THE PROBLEM: Your answer must be the data repeated exactly, with no pictures in it.

Stored data entries:
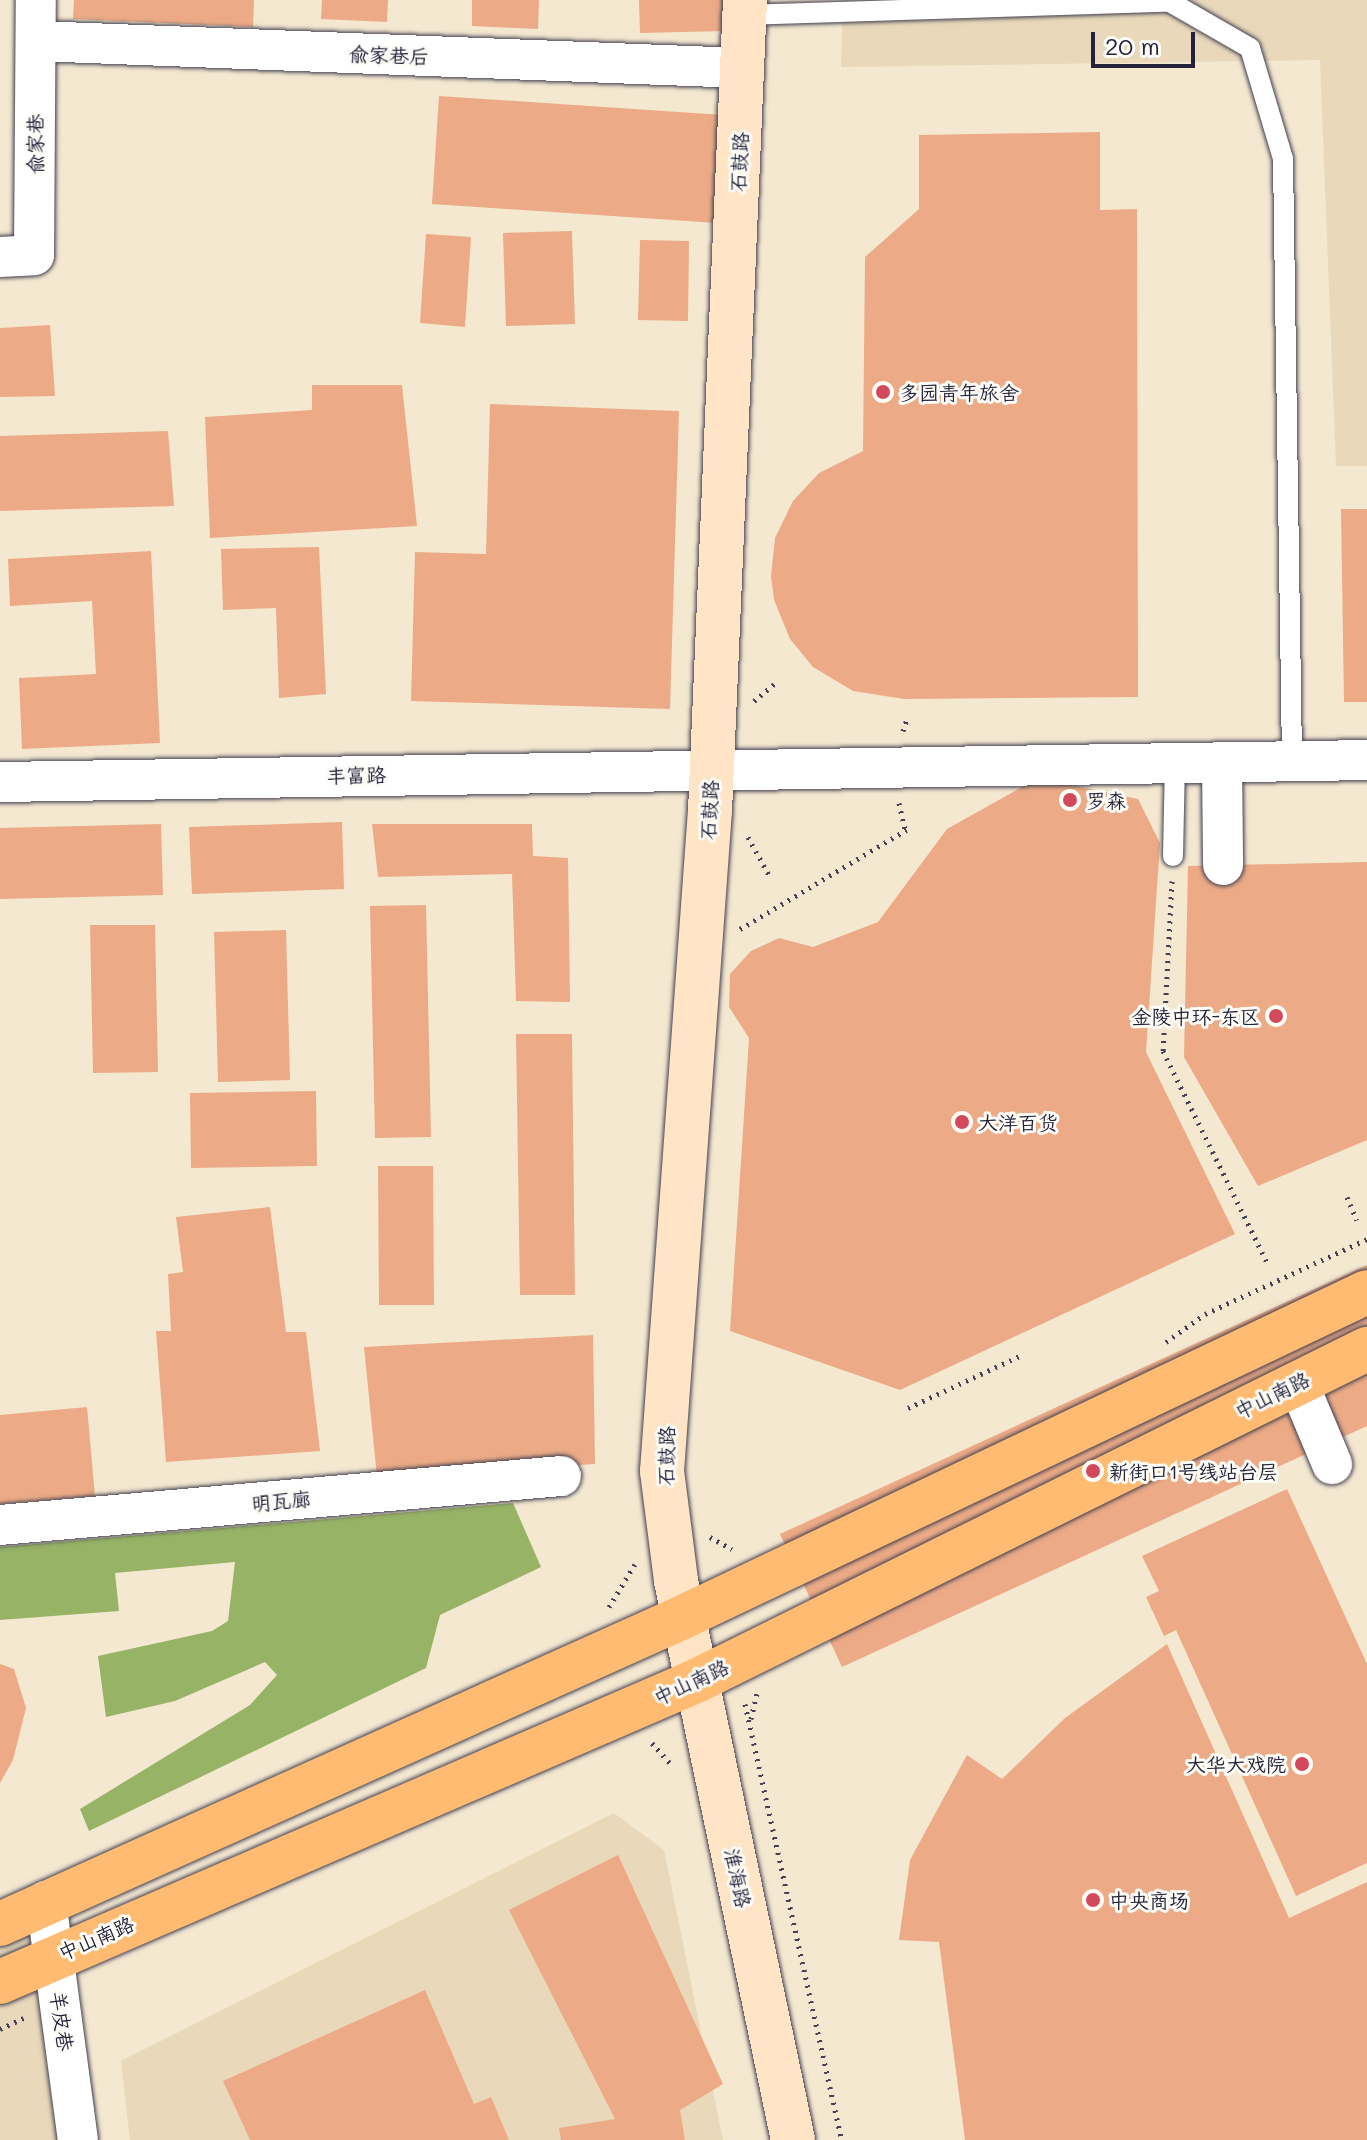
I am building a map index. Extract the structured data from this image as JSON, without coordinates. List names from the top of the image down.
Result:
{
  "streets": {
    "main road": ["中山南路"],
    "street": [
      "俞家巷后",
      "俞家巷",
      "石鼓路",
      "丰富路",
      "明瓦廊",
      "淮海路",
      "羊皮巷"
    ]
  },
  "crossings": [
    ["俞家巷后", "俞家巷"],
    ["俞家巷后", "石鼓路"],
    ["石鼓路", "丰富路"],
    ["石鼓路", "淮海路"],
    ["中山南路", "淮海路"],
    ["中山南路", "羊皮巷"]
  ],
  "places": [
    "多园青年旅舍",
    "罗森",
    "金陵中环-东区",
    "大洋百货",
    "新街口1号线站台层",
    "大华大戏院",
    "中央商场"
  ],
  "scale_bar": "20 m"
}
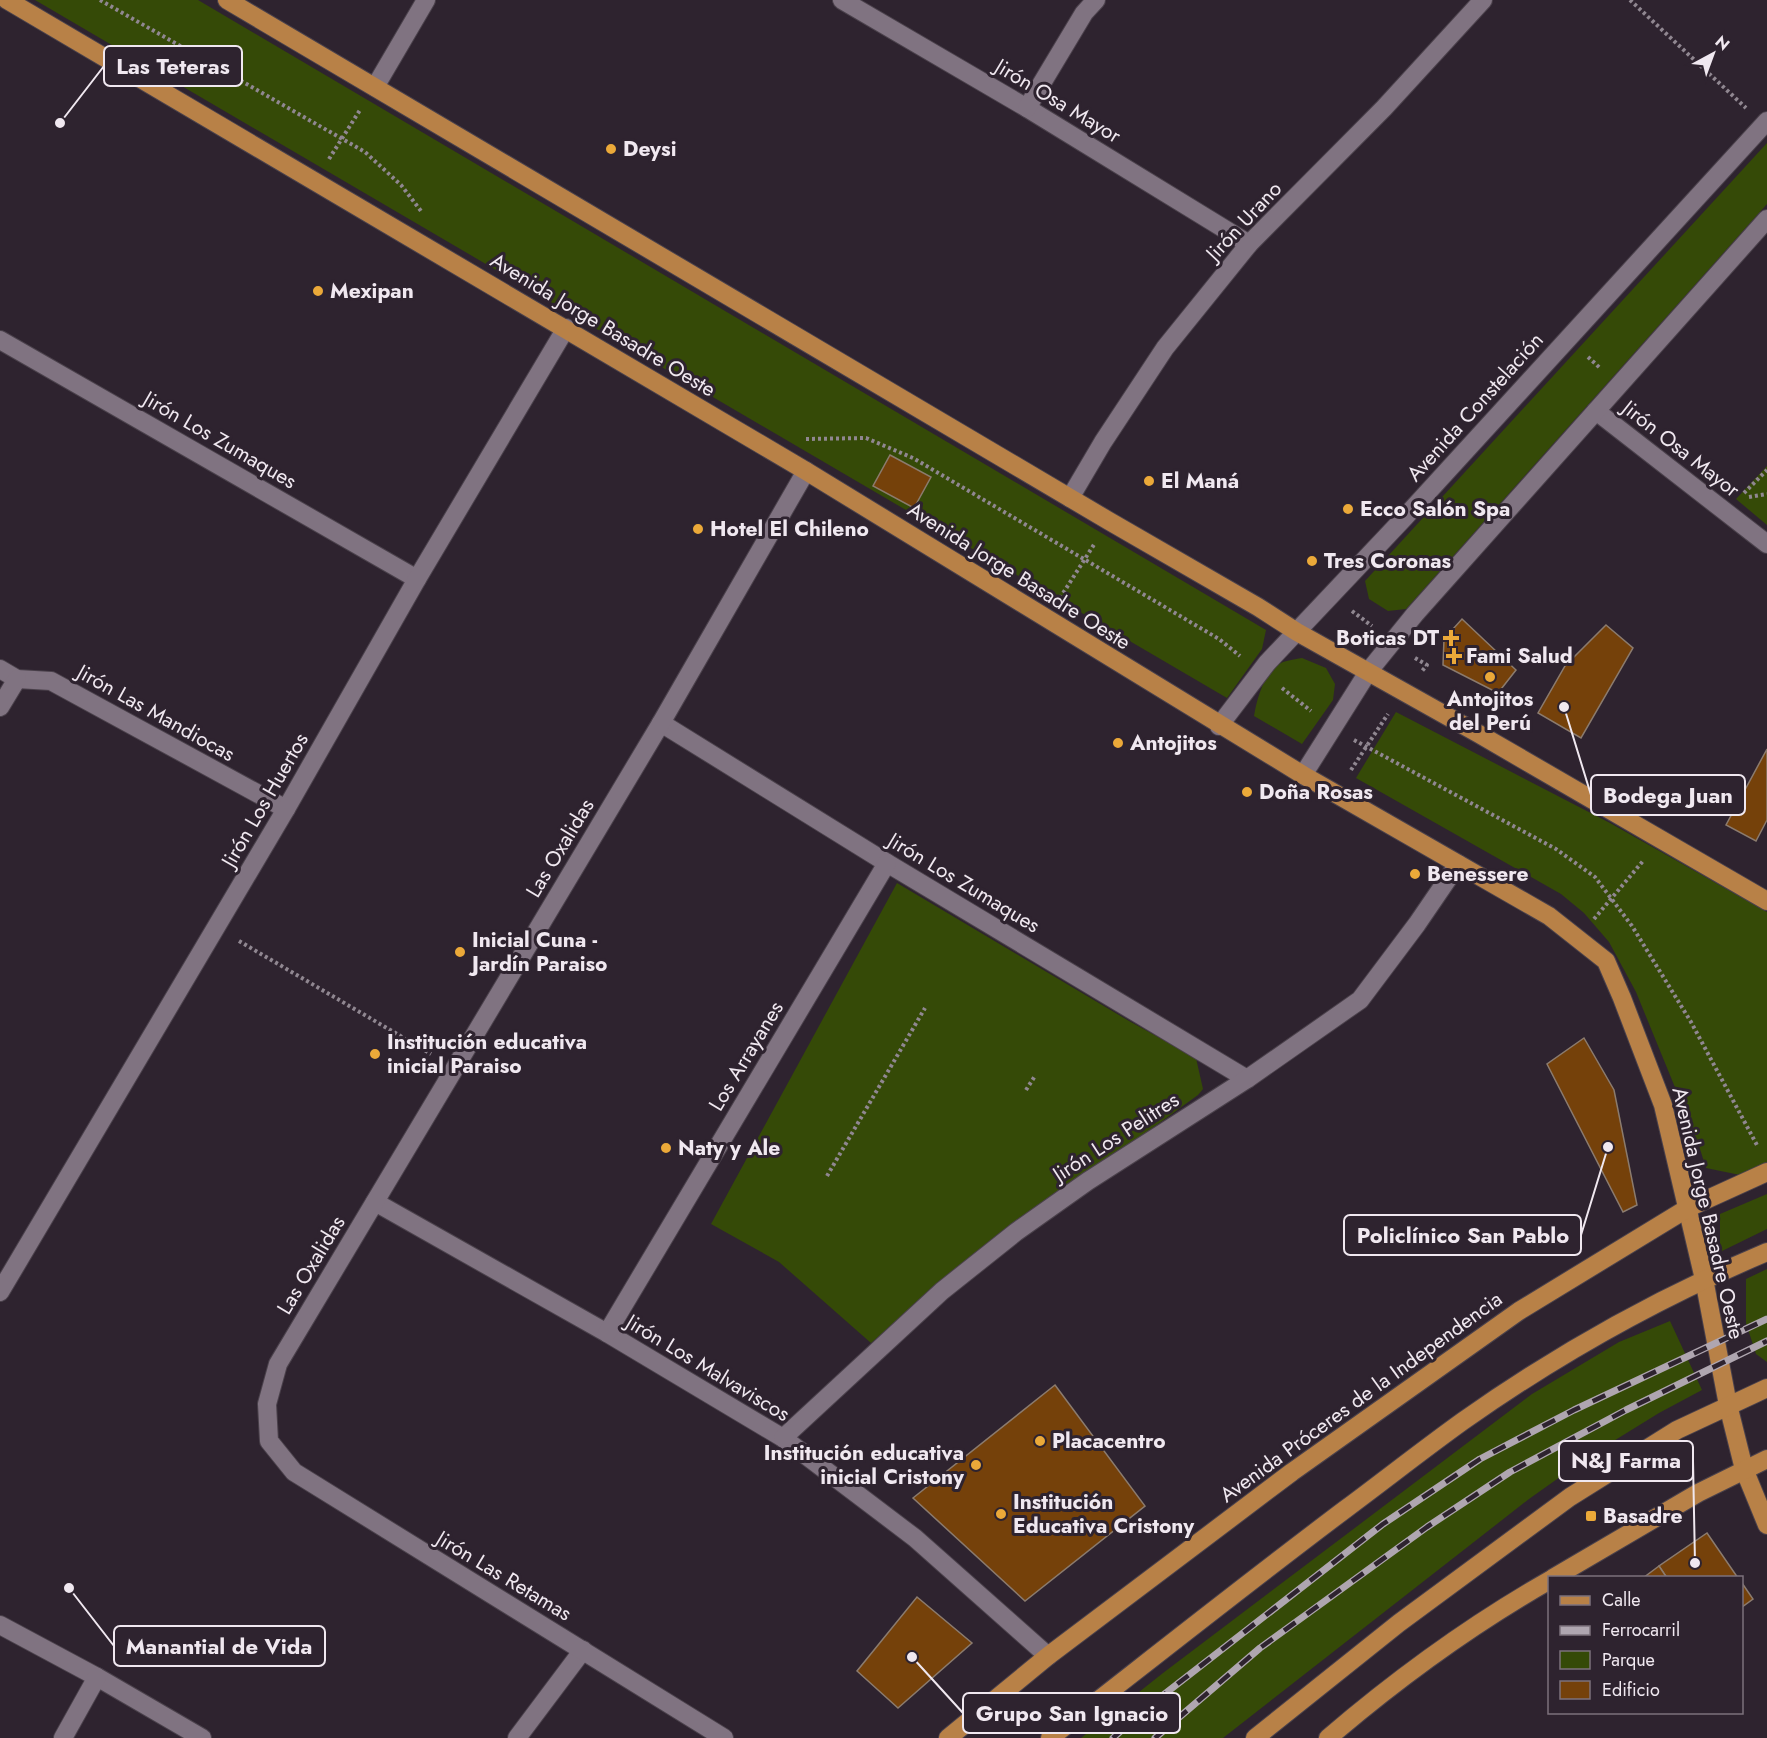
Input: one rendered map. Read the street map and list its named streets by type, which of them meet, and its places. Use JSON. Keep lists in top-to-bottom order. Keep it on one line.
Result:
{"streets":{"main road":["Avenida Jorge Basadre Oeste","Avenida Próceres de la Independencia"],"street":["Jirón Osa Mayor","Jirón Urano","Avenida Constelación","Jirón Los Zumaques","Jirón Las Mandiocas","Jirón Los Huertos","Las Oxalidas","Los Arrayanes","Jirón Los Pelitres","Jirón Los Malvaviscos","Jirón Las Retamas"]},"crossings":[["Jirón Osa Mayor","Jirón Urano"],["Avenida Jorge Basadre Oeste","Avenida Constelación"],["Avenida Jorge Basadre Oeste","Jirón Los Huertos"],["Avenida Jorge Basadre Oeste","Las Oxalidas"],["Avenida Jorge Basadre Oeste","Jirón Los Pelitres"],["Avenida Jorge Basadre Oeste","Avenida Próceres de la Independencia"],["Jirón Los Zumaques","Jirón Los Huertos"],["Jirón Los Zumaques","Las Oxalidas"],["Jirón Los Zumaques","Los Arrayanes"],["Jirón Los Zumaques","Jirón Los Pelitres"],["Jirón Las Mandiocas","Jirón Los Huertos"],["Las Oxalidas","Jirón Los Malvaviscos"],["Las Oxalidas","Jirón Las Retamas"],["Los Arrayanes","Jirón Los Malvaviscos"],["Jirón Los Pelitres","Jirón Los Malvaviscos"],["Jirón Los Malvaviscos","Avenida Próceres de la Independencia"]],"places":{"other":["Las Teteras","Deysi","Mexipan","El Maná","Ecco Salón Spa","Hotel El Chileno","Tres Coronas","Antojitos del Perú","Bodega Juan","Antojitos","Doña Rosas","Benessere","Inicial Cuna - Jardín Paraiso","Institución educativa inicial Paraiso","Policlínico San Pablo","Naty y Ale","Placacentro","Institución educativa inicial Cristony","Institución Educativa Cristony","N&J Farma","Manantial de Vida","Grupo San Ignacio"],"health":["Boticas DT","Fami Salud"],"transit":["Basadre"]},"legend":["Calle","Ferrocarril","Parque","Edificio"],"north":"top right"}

TASK OUTPUT:
I am building a map index. Extract the structured data from this image as JSON, without coordinates. List names from the top of the image down.
Result:
{
  "streets": {
    "main road": ["中山南路"],
    "street": [
      "俞家巷后",
      "俞家巷",
      "石鼓路",
      "丰富路",
      "明瓦廊",
      "淮海路",
      "羊皮巷"
    ]
  },
  "crossings": [
    ["俞家巷后", "俞家巷"],
    ["俞家巷后", "石鼓路"],
    ["石鼓路", "丰富路"],
    ["石鼓路", "淮海路"],
    ["中山南路", "淮海路"],
    ["中山南路", "羊皮巷"]
  ],
  "places": [
    "多园青年旅舍",
    "罗森",
    "金陵中环-东区",
    "大洋百货",
    "新街口1号线站台层",
    "大华大戏院",
    "中央商场"
  ],
  "scale_bar": "20 m"
}
Input: one rendered map. Read the street map and list its named streets by type, which of them meet, and its places. Use JSON. Keep lists in top-to-bottom order. Keep it on one line.
Result:
{"streets":{"main road":["Avenida Jorge Basadre Oeste","Avenida Próceres de la Independencia"],"street":["Jirón Osa Mayor","Jirón Urano","Avenida Constelación","Jirón Los Zumaques","Jirón Las Mandiocas","Jirón Los Huertos","Las Oxalidas","Los Arrayanes","Jirón Los Pelitres","Jirón Los Malvaviscos","Jirón Las Retamas"]},"crossings":[["Jirón Osa Mayor","Jirón Urano"],["Avenida Jorge Basadre Oeste","Avenida Constelación"],["Avenida Jorge Basadre Oeste","Jirón Los Huertos"],["Avenida Jorge Basadre Oeste","Las Oxalidas"],["Avenida Jorge Basadre Oeste","Jirón Los Pelitres"],["Avenida Jorge Basadre Oeste","Avenida Próceres de la Independencia"],["Jirón Los Zumaques","Jirón Los Huertos"],["Jirón Los Zumaques","Las Oxalidas"],["Jirón Los Zumaques","Los Arrayanes"],["Jirón Los Zumaques","Jirón Los Pelitres"],["Jirón Las Mandiocas","Jirón Los Huertos"],["Las Oxalidas","Jirón Los Malvaviscos"],["Las Oxalidas","Jirón Las Retamas"],["Los Arrayanes","Jirón Los Malvaviscos"],["Jirón Los Pelitres","Jirón Los Malvaviscos"],["Jirón Los Malvaviscos","Avenida Próceres de la Independencia"]],"places":{"other":["Las Teteras","Deysi","Mexipan","El Maná","Ecco Salón Spa","Hotel El Chileno","Tres Coronas","Antojitos del Perú","Bodega Juan","Antojitos","Doña Rosas","Benessere","Inicial Cuna - Jardín Paraiso","Institución educativa inicial Paraiso","Policlínico San Pablo","Naty y Ale","Placacentro","Institución educativa inicial Cristony","Institución Educativa Cristony","N&J Farma","Manantial de Vida","Grupo San Ignacio"],"health":["Boticas DT","Fami Salud"],"transit":["Basadre"]},"legend":["Calle","Ferrocarril","Parque","Edificio"],"north":"top right"}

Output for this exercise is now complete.